[OFFICIAL ENGLISH TRANSLATION]
Date: 20020715
Docket: 2000-3477(GST)I
BETWEEN:
JEAN-MARIE PLAMONDON,
Appellant,
and
HER MAJESTY THE QUEEN,
Respondent.
REASONS FOR JUDGMENT
Angers, J.T.C.C.
[1] The appellant is appealing from an
assessment made under the Excise Tax Act (the
"Act") with respect to the Goods and Services Tax ("GST").
The issue dealt with in this appeal is whether the appellant,
Jean-Marie Plamondon, is required to pay an amount of net tax
under subsection 323(1) of the Act with related interest
and penalties given the failure of Bar les yeux bleus inc.
to pay the tax. The assessment dated June 8, 1999, covers the
period from June 30, 1996, to October 31, 1997. It was confirmed
by the Minister of National Revenue (the "Minister") on May
16, 2000.
Facts
[2] The appellant, Jean-Marie
Plamondon, is 71 years old and lives in St-Raymond, Quebec.
He has been retired for six years, that is, since the transfer of
his car business to his son. He had operated that business with
other shareholders since 1970 and, later, with his son alone
until he sold him the business. Before operating this business,
he ran a service station. He managed to raise the sales figure in
that business from $100,000 in the early 1970s to more than $4 to
$5 million in 1995 and 1996.
[3] When he first retired in 1996,
after he sold his interest in that business, he invested part of
his money in a corporation known as Bar les yeux bleus
inc. The corporation operated a bar in Drummondville, Quebec,
about 160 kilometres from his residence. The corporation belonged
to four shareholders, including one Daniel Côté, who
was the brother-in-law of the appellant's son. The appellant made
the acquaintance of Daniel Côté in 1996 and, on July
2 of that year, the appellant and Daniel Côté signed
an agreement to purchase the shares from the other three
shareholders in such a proportion that the appellant and Daniel
Côté became, respectively, holders in equal shares
of all of the shares issued by the corporation Bar les yeux
bleus inc.
[4] The purchase price of these shares
was symbolic. This was undoubtedly due to the fact that the
financial statement attached to the agreement for the purchase of
the shares indicated that the corporation in question, as at
December 31, 1995, had realized a loss of $51,522. In an excerpt
from the minutes of a directors' meeting of the corporation dated
June 7, 1996, it can be read that the appellant was appointed
director on that date, that he held the position of
secretary-treasurer, and that Daniel Côté was the
president.
[5] In the agreement, the new
shareholders agreed to see to it that the shareholder-vendors
were reimbursed by the corporation for what it owed them. The
terms of the repayment were set out for this purpose in the
agreement and included a payment of $18,000 on signing. In
addition, the agreement acknowledged that tax expenses were due
and owing by reason of a deficit arising in the final months of
operation. No amount was indicated, however.

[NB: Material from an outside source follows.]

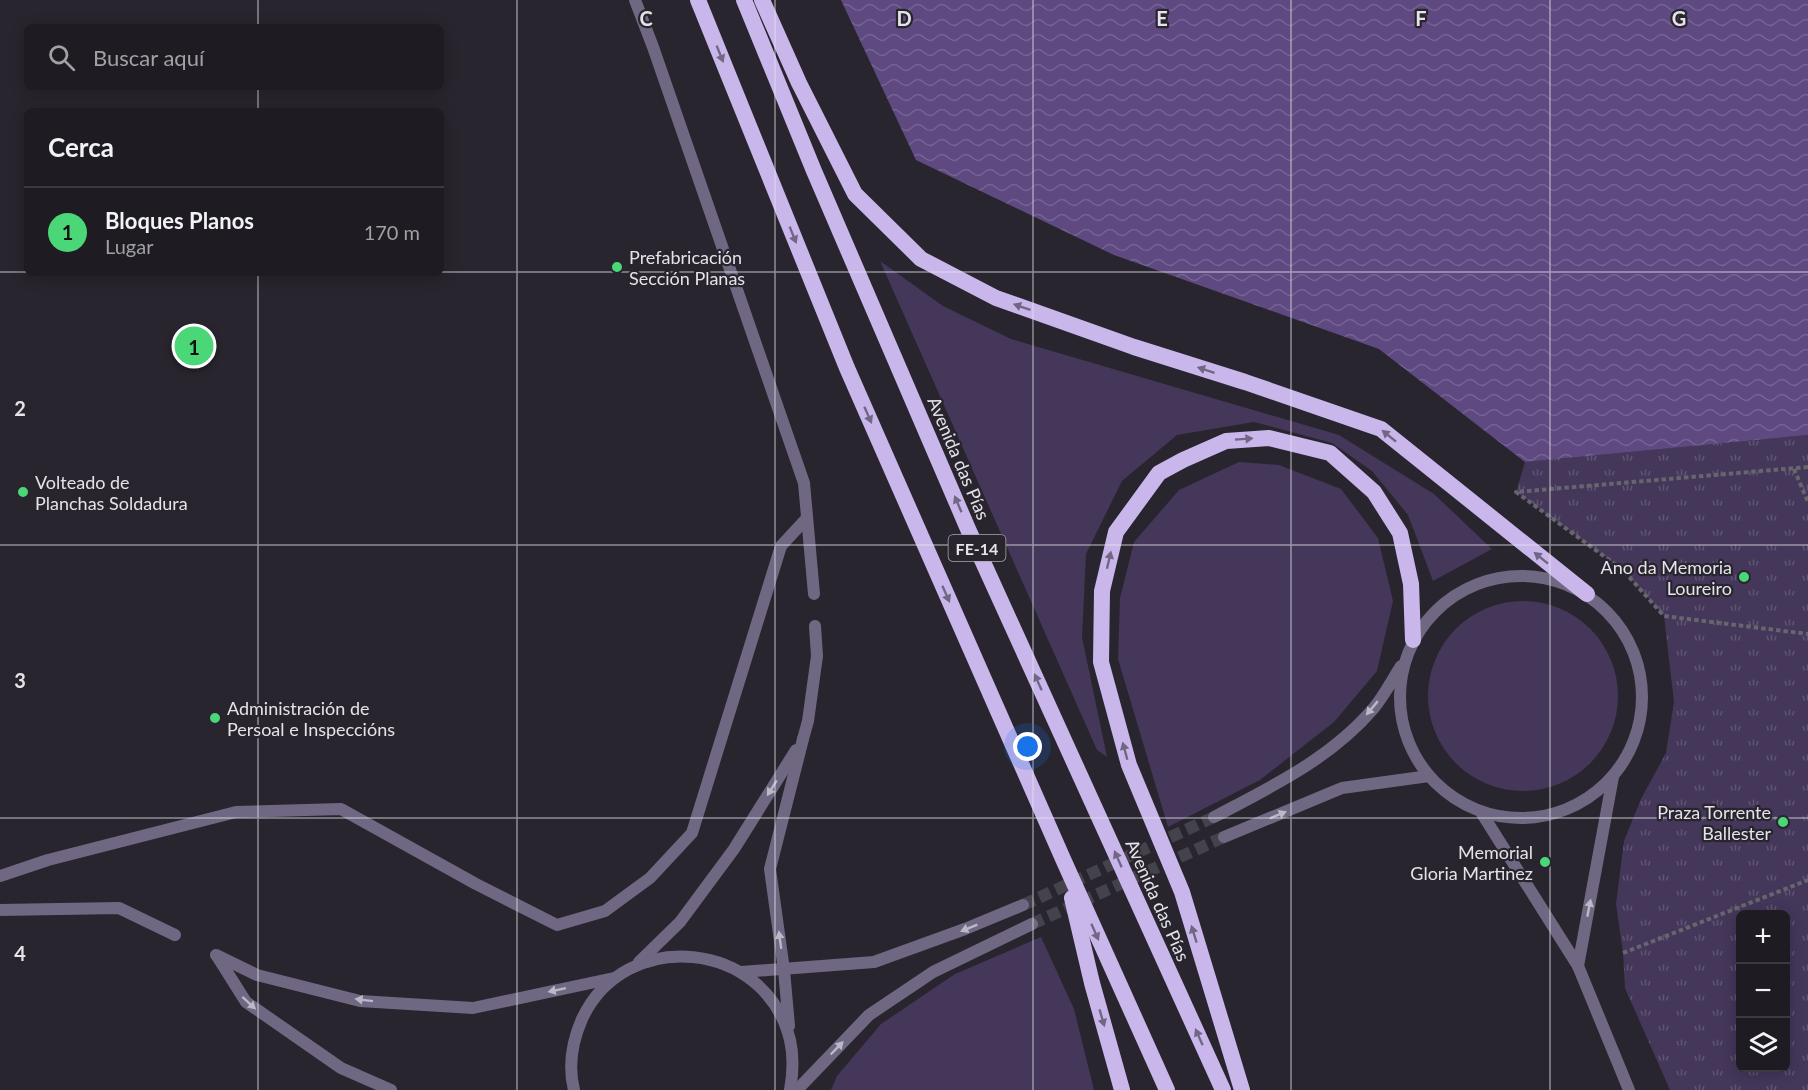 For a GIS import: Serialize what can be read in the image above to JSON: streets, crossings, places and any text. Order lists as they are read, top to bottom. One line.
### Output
{"streets":{"highway":["Avenida das Pías","FE-14"]},"places":["Prefabricación Sección Planas","Volteado de Planchas Soldadura","Ano da Memoria Loureiro","Administración de Persoal e Inspeccións","Praza Torrente Ballester","Memorial Gloria Martinez"],"page":{"search":"Buscar aquí","heading":"Cerca","list":[{"mark":"1","name":"Bloques Planos","note":"Lugar","value":"170 m"}],"pins":"1","map_buttons":["+","−"]},"grid":{"columns":["C","D","E","F","G"],"rows":["2","3","4"]}}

[6] According to the appellant, he and
Mr. Côté were to make equal investments in the
corporation but this did not happen. At the start of his
participation, the appellant invested almost $35,000 in the
corporation. Subsequently, he made a series of investments
totalling $108,665.30 at various intervals. Part of this money
came from his registered retirement savings plan. Those
investments in the corporation allowed it to meet its commitments
to its creditors, including the Minister.
[7] The appellant testified that he
embarked on this venture to assist Daniel Côté. He
thought that tighter management, cutting costs and increasing
sales would ensure a better return. He also thought that Daniel
Côté had the skills required to achieve that
objective because the appellant did not take part in the
day-to-day management of the corporation. In fact, the Bar les
yeux bleus inc. was managed and directed by Daniel
Côté. The appellant testified that everything was
going well until September 1996 when the ministère du
Revenu du Québec (the MRQ), the CSST and SOCAM
(copyrights) claimed what was owed to them.

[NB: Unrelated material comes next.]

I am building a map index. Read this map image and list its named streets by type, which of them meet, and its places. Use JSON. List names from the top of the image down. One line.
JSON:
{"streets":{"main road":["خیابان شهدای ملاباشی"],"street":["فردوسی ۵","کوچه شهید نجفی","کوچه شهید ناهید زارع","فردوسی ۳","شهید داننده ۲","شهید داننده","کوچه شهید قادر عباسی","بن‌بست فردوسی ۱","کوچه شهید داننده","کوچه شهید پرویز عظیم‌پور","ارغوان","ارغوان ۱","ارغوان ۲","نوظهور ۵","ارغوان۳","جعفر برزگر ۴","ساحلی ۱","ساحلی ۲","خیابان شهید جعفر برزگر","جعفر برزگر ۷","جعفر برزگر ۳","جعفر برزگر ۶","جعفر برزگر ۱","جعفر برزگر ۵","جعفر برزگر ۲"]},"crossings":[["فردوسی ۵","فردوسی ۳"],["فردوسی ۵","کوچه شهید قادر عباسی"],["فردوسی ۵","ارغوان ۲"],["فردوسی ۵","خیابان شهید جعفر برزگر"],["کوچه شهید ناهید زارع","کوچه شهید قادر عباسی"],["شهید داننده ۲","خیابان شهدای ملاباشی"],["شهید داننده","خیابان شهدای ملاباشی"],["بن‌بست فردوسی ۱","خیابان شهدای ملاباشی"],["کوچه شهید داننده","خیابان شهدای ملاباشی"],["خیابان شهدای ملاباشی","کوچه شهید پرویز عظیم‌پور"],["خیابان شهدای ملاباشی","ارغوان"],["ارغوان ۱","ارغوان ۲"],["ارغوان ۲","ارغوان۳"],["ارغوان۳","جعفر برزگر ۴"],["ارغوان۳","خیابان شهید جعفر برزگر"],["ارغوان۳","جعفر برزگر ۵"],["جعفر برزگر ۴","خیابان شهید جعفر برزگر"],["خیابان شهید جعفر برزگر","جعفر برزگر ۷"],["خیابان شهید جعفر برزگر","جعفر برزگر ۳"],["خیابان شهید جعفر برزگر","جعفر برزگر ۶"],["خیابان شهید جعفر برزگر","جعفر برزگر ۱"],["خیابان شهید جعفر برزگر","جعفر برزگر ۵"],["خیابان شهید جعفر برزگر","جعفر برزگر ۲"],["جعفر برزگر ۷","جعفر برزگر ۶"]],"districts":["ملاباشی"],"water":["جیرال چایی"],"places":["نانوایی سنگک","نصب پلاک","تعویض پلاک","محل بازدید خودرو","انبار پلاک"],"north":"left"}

[8] The corporation's operating funds
were not sufficient to pay the amounts owed to the government
agencies and the appellant had to make further investments so
that the corporation could meet all of its obligations. The
appellant testified that he had frequently contacted the
corporation's accountant, Josée Béchard, to inquire
how the corporation was doing. She reassured him, saying that
things were tight but that the corporation would pull through.
The appellant also went to see Ms. Béchard several times.
He relied on her to assess the corporation's profitability. She
faxed him the house financial statements and, on the October 1996
statements, the amounts claimed by the MRQ, CSST and SOCAM were
clearly less than what they ultimately demanded. Ms.
Béchard was a member of an accounting firm that was
independent from the corporation and her mandate was to keep the
corporation's books and file the GST and QST returns on a monthly
basis.
[9] The amounts owed to the MRQ
related to a debt that had arisen before the appellant purchased
the shares. The appellant knew that the GST and QST returns had
to be made every month and, according to him, they were prepared
by the accountant. In fact, he states that all of the returns
were filed because the corporation was invoiced by Ms.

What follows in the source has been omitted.